A few days ago, I found myself in the margins of a senior leadership offsite — one of those long-table affairs where no one’s quite sure whether to relax or hold their breath.
It was a “future of work” conversation, billed as strategic but simmering with unspoken tensions: AI, restructuring, legacy systems, job security. The big themes. The elephant in the room wasn’t so much a single issue as a stampede waiting for a signal.
About 40 minutes in, a leader paused mid-sentence, turned to me, and asked — a little too casually:
“So, in your experience… how do other organisations deal with this?”
And there it was. That subtle sidestep — the invitation to shift from “our uncomfortable reality” to “a neutral third-party example.” Not because they didn’t care, but because they weren’t ready to name it directly. Not yet.
This happens often in facilitation. The moment when people look outward — “What are others doing?” — not to compare, but to delay. To stall. To find a safe way back into their own discomfort.
It’s a perfectly human reflex. Leaders want insight, but also air cover. They want options, but not exposure. A little context, but no confrontation.

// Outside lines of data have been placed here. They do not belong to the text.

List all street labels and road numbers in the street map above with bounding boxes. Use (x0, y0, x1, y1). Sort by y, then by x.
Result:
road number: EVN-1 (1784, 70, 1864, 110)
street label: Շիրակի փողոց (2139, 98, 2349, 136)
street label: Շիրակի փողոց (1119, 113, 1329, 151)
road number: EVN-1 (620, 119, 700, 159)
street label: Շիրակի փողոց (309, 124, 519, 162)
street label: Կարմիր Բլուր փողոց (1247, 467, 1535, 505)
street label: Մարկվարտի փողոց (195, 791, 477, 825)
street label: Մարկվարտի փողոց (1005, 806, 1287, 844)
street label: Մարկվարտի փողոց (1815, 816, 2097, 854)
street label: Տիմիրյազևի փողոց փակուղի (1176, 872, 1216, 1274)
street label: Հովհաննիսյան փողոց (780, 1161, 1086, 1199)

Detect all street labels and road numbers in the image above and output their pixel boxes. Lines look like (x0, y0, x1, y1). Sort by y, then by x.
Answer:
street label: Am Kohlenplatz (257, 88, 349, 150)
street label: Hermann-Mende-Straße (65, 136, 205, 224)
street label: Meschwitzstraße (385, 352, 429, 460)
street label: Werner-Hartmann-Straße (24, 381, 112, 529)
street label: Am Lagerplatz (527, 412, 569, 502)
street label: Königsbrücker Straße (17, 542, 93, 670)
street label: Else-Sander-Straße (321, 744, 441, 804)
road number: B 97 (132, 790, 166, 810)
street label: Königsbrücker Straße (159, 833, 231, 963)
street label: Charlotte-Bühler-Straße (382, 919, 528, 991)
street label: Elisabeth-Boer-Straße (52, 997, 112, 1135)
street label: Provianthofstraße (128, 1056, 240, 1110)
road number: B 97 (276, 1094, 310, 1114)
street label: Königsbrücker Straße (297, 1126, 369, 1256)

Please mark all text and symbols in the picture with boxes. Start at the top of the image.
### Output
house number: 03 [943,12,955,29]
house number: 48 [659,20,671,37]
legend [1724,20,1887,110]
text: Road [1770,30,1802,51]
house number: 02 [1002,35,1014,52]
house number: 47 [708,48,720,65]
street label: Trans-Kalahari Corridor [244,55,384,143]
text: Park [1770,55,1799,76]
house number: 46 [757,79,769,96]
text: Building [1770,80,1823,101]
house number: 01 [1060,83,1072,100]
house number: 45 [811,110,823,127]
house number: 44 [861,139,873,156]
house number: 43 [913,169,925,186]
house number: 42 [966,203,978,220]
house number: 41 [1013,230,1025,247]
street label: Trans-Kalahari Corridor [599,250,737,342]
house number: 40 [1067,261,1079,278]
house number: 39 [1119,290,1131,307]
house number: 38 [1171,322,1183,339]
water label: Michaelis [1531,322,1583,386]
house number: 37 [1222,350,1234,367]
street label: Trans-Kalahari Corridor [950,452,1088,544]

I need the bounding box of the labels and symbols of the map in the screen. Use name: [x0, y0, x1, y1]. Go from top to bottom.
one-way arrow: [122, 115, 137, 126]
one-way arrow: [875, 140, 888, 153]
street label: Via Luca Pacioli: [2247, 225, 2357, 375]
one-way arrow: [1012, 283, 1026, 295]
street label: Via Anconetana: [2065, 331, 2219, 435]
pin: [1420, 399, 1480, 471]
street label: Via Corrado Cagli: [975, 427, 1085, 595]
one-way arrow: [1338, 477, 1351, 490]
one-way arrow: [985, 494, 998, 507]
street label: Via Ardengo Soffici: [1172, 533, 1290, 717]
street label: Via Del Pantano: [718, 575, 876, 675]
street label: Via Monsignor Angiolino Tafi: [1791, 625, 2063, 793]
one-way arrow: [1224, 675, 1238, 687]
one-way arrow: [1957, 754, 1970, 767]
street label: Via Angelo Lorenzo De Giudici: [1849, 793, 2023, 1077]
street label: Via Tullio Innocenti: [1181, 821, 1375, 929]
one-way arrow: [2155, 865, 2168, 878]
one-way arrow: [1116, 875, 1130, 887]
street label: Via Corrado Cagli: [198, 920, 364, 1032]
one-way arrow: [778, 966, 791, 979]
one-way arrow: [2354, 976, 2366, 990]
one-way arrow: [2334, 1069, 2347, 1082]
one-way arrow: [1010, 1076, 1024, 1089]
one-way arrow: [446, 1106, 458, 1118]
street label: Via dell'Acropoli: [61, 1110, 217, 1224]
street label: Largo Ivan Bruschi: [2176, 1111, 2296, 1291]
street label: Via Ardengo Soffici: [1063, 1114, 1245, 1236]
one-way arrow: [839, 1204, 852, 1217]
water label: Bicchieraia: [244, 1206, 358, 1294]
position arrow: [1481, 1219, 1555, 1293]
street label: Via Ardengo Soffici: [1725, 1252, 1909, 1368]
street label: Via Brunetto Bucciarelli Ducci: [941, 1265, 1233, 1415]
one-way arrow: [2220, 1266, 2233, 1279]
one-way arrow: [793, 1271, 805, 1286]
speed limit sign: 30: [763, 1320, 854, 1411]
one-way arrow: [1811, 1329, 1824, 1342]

The trick, I’ve found, isn’t to push them back into the discomfort too quickly. It’s to meet them there. Reflect their question, not dodge it — and gently offer the mirror anyway.
So I said, “What I’ve noticed is that most organisations don’t really deal with it — not until someone calls the moment. What’s interesting is that we’re already naming it now. That’s the difference.”
There was a pause. A good one. The kind that lets a room breathe before it re-enters the work with just a little more honesty.
Facilitation isn’t always about answers. Sometimes it’s about holding the moment when someone doesn’t quite ask the real question — and giving them just enough safety to circle back around and find it themselves.
In your experience, when do those moments tend to surface — and how do you handle them?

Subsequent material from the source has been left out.